[Stored dataset items]
*-*-*
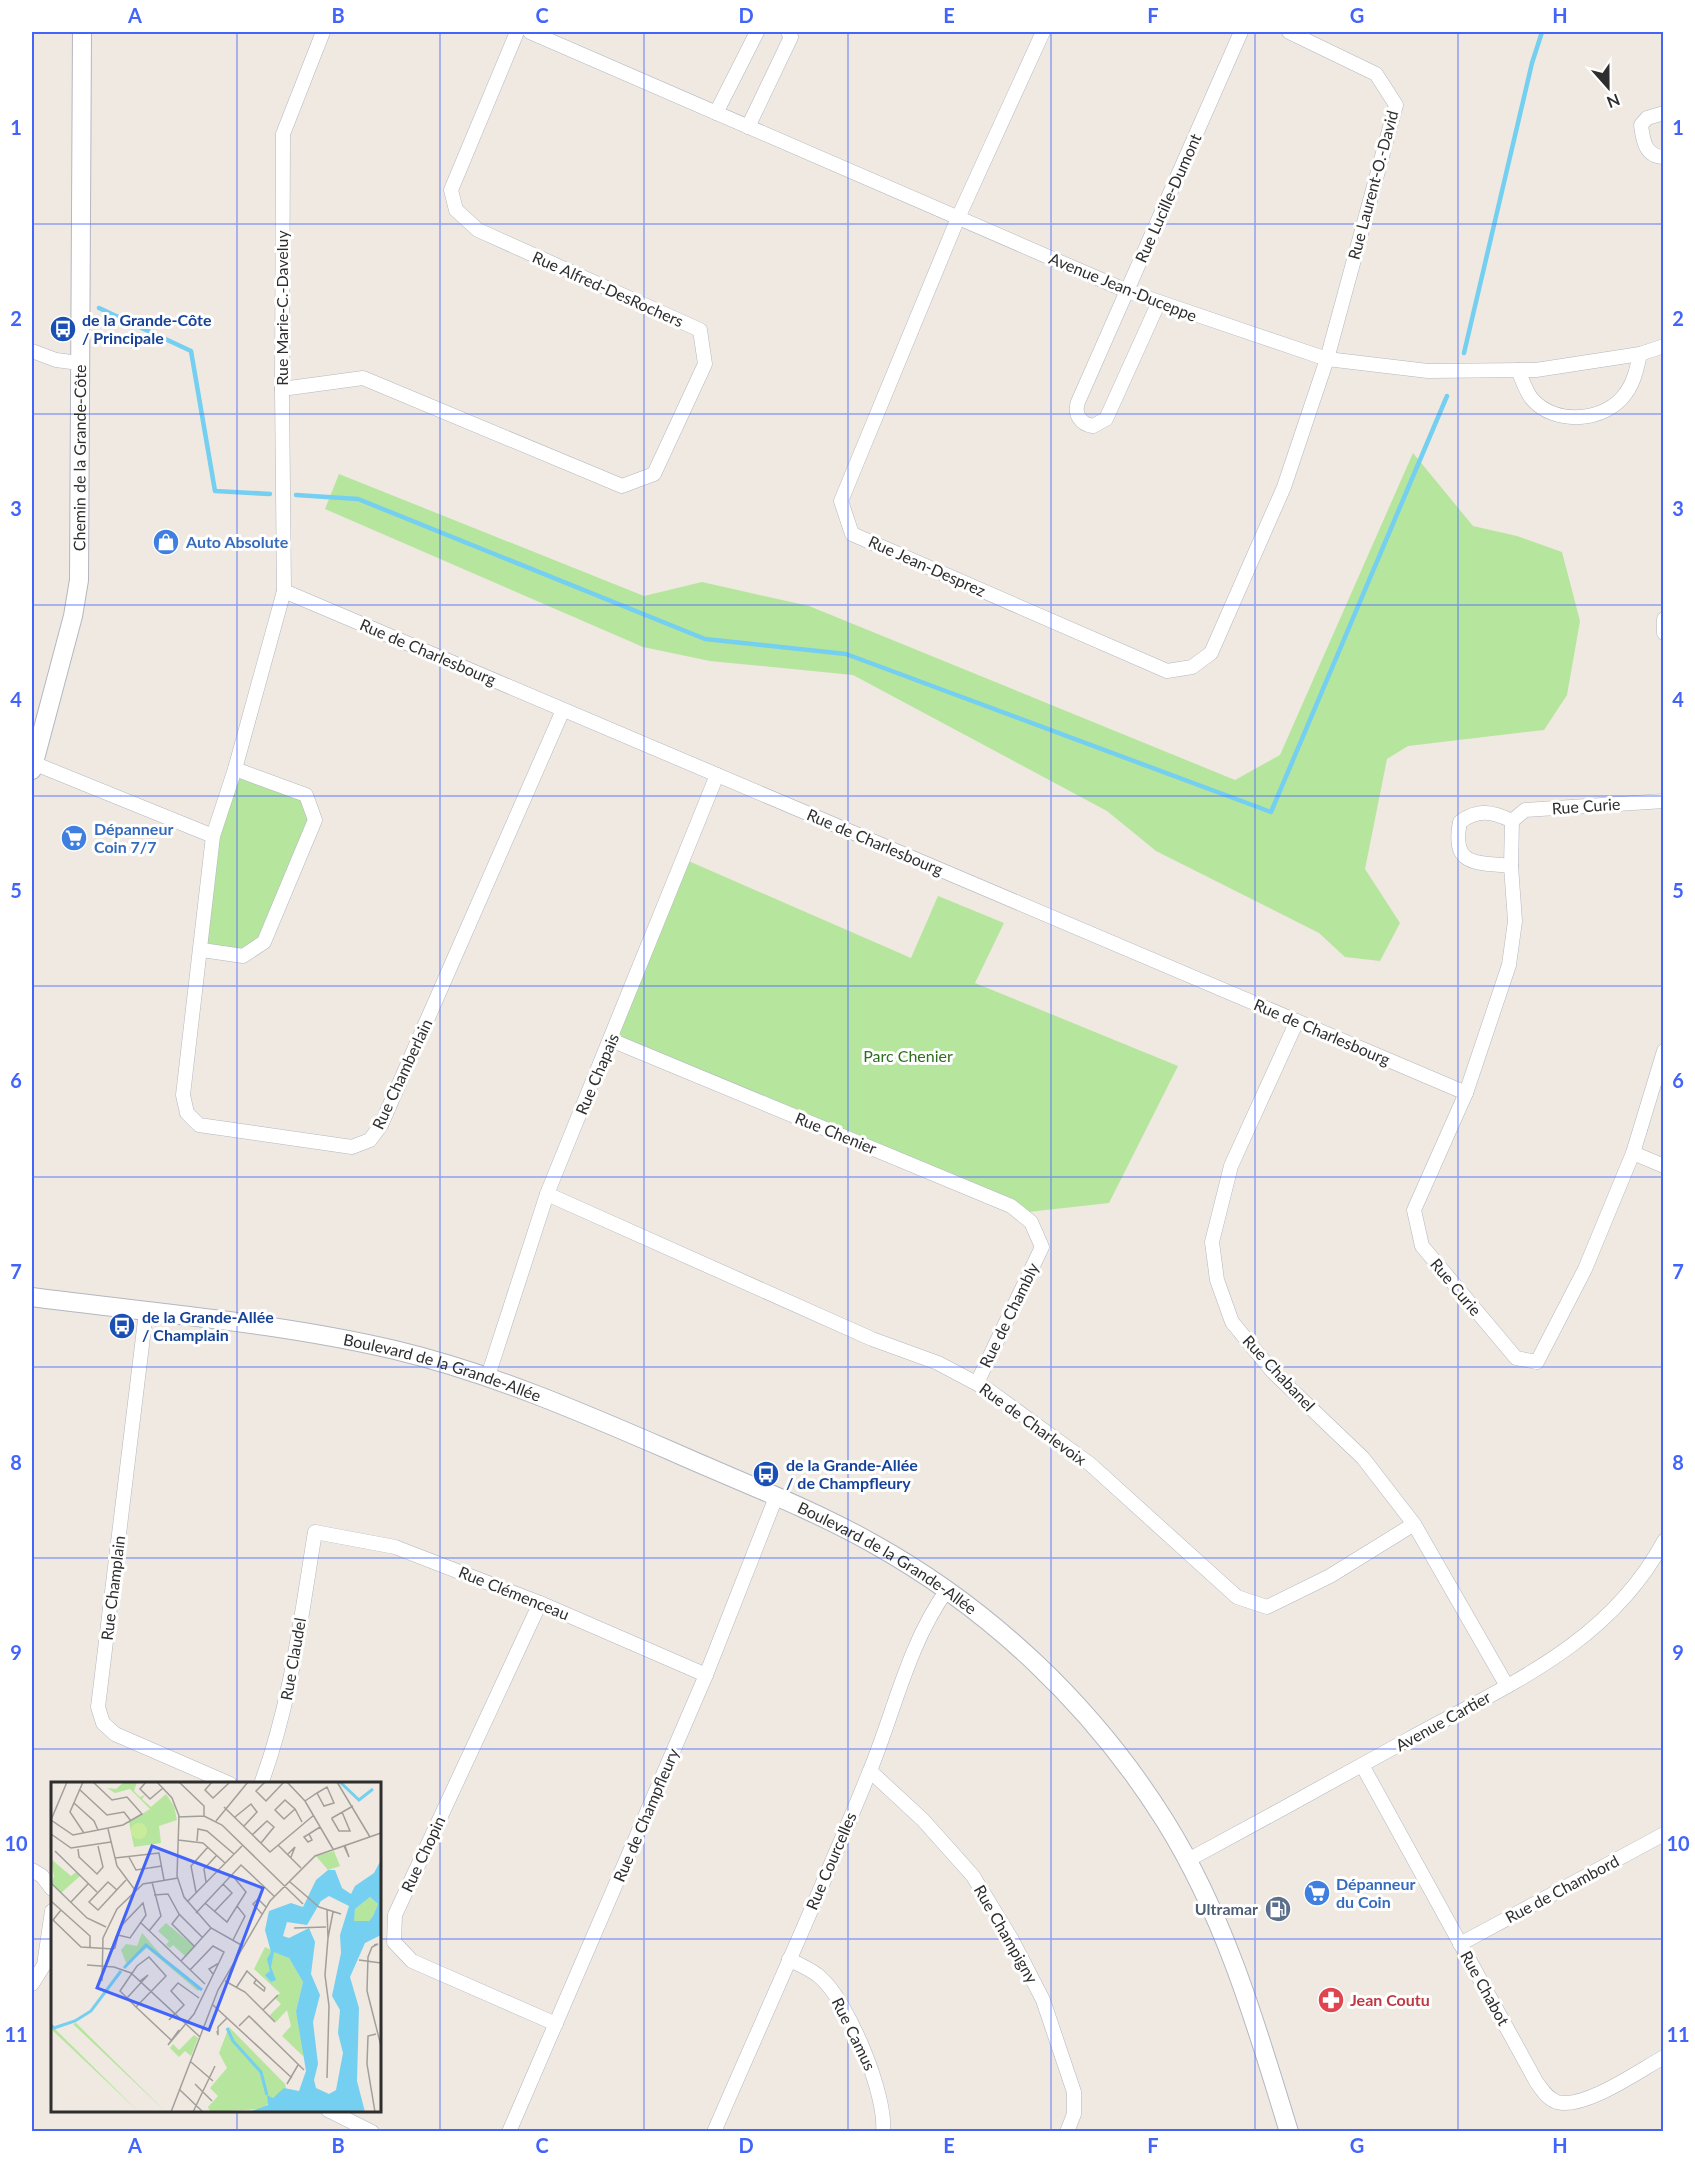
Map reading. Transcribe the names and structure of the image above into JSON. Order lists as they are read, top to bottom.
{
  "streets": {
    "street": [
      "Rue Laurent-O.-David",
      "Rue Lucille-Dumont",
      "Avenue Jean-Duceppe",
      "Rue Alfred-DesRochers",
      "Rue Marie-C.-Daveluy",
      "Chemin de la Grande-Côte",
      "Rue Jean-Desprez",
      "Rue de Charlesbourg",
      "Rue Curie",
      "Rue Chamberlain",
      "Rue Chapais",
      "Rue Chenier",
      "Rue de Chambly",
      "Boulevard de la Grande-Allée",
      "Rue Chabanel",
      "Rue de Charlevoix",
      "Rue Champlain",
      "Rue Clémenceau",
      "Rue Claudel",
      "Avenue Cartier",
      "Rue de Champfleury",
      "Rue Chopin",
      "Rue Courcelles",
      "Rue de Chambord",
      "Rue Champigny",
      "Rue Chabot",
      "Rue Camus"
    ]
  },
  "crossings": [
    ["Rue Laurent-O.-David", "Avenue Jean-Duceppe"],
    ["Rue Laurent-O.-David", "Rue Jean-Desprez"],
    ["Rue Lucille-Dumont", "Avenue Jean-Duceppe"],
    ["Avenue Jean-Duceppe", "Rue Jean-Desprez"],
    ["Rue Alfred-DesRochers", "Rue Marie-C.-Daveluy"],
    ["Rue Marie-C.-Daveluy", "Rue de Charlesbourg"],
    ["Rue Marie-C.-Daveluy", "Rue Chamberlain"],
    ["Rue de Charlesbourg", "Rue Curie"],
    ["Rue de Charlesbourg", "Rue Chamberlain"],
    ["Rue de Charlesbourg", "Rue Chapais"],
    ["Rue de Charlesbourg", "Rue Chabanel"],
    ["Rue Chapais", "Rue Chenier"],
    ["Rue Chapais", "Boulevard de la Grande-Allée"],
    ["Rue Chapais", "Rue de Charlevoix"],
    ["Rue Chenier", "Rue de Chambly"],
    ["Rue de Chambly", "Rue de Charlevoix"],
    ["Boulevard de la Grande-Allée", "Rue Champlain"],
    ["Boulevard de la Grande-Allée", "Avenue Cartier"],
    ["Boulevard de la Grande-Allée", "Rue de Champfleury"],
    ["Boulevard de la Grande-Allée", "Rue Courcelles"],
    ["Rue Chabanel", "Rue de Charlevoix"],
    ["Rue Chabanel", "Avenue Cartier"],
    ["Rue Clémenceau", "Rue Claudel"],
    ["Rue Clémenceau", "Rue de Champfleury"],
    ["Rue Clémenceau", "Rue Chopin"],
    ["Avenue Cartier", "Rue Chabot"],
    ["Rue de Champfleury", "Rue Chopin"],
    ["Rue Courcelles", "Rue Champigny"],
    ["Rue Courcelles", "Rue Camus"],
    ["Rue de Chambord", "Rue Chabot"]
  ],
  "parks": ["Parc Chenier"],
  "places": {
    "bus stop": ["de la Grande-Côte / Principale", "de la Grande-Allée / Champlain", "de la Grande-Allée / de Champfleury"],
    "shop": ["Auto Absolute"],
    "supermarket": ["Dépanneur Coin 7/7", "Dépanneur du Coin"],
    "fuel station": ["Ultramar"],
    "pharmacy": ["Jean Coutu"]
  },
  "north": "bottom",
  "grid": {
    "columns": [
      "A",
      "B",
      "C",
      "D",
      "E",
      "F",
      "G",
      "H"
    ],
    "rows": [
      "1",
      "2",
      "3",
      "4",
      "5",
      "6",
      "7",
      "8",
      "9",
      "10",
      "11"
    ]
  }
}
*-*-*
▶ Your objective
Reproduce the data verbatim. Do not carry any picture into the copy.

▶ Response
Map reading. Transcribe the names and structure of the image above into JSON. Order lists as they are read, top to bottom.
{
  "streets": {
    "street": [
      "Rue Laurent-O.-David",
      "Rue Lucille-Dumont",
      "Avenue Jean-Duceppe",
      "Rue Alfred-DesRochers",
      "Rue Marie-C.-Daveluy",
      "Chemin de la Grande-Côte",
      "Rue Jean-Desprez",
      "Rue de Charlesbourg",
      "Rue Curie",
      "Rue Chamberlain",
      "Rue Chapais",
      "Rue Chenier",
      "Rue de Chambly",
      "Boulevard de la Grande-Allée",
      "Rue Chabanel",
      "Rue de Charlevoix",
      "Rue Champlain",
      "Rue Clémenceau",
      "Rue Claudel",
      "Avenue Cartier",
      "Rue de Champfleury",
      "Rue Chopin",
      "Rue Courcelles",
      "Rue de Chambord",
      "Rue Champigny",
      "Rue Chabot",
      "Rue Camus"
    ]
  },
  "crossings": [
    ["Rue Laurent-O.-David", "Avenue Jean-Duceppe"],
    ["Rue Laurent-O.-David", "Rue Jean-Desprez"],
    ["Rue Lucille-Dumont", "Avenue Jean-Duceppe"],
    ["Avenue Jean-Duceppe", "Rue Jean-Desprez"],
    ["Rue Alfred-DesRochers", "Rue Marie-C.-Daveluy"],
    ["Rue Marie-C.-Daveluy", "Rue de Charlesbourg"],
    ["Rue Marie-C.-Daveluy", "Rue Chamberlain"],
    ["Rue de Charlesbourg", "Rue Curie"],
    ["Rue de Charlesbourg", "Rue Chamberlain"],
    ["Rue de Charlesbourg", "Rue Chapais"],
    ["Rue de Charlesbourg", "Rue Chabanel"],
    ["Rue Chapais", "Rue Chenier"],
    ["Rue Chapais", "Boulevard de la Grande-Allée"],
    ["Rue Chapais", "Rue de Charlevoix"],
    ["Rue Chenier", "Rue de Chambly"],
    ["Rue de Chambly", "Rue de Charlevoix"],
    ["Boulevard de la Grande-Allée", "Rue Champlain"],
    ["Boulevard de la Grande-Allée", "Avenue Cartier"],
    ["Boulevard de la Grande-Allée", "Rue de Champfleury"],
    ["Boulevard de la Grande-Allée", "Rue Courcelles"],
    ["Rue Chabanel", "Rue de Charlevoix"],
    ["Rue Chabanel", "Avenue Cartier"],
    ["Rue Clémenceau", "Rue Claudel"],
    ["Rue Clémenceau", "Rue de Champfleury"],
    ["Rue Clémenceau", "Rue Chopin"],
    ["Avenue Cartier", "Rue Chabot"],
    ["Rue de Champfleury", "Rue Chopin"],
    ["Rue Courcelles", "Rue Champigny"],
    ["Rue Courcelles", "Rue Camus"],
    ["Rue de Chambord", "Rue Chabot"]
  ],
  "parks": ["Parc Chenier"],
  "places": {
    "bus stop": ["de la Grande-Côte / Principale", "de la Grande-Allée / Champlain", "de la Grande-Allée / de Champfleury"],
    "shop": ["Auto Absolute"],
    "supermarket": ["Dépanneur Coin 7/7", "Dépanneur du Coin"],
    "fuel station": ["Ultramar"],
    "pharmacy": ["Jean Coutu"]
  },
  "north": "bottom",
  "grid": {
    "columns": [
      "A",
      "B",
      "C",
      "D",
      "E",
      "F",
      "G",
      "H"
    ],
    "rows": [
      "1",
      "2",
      "3",
      "4",
      "5",
      "6",
      "7",
      "8",
      "9",
      "10",
      "11"
    ]
  }
}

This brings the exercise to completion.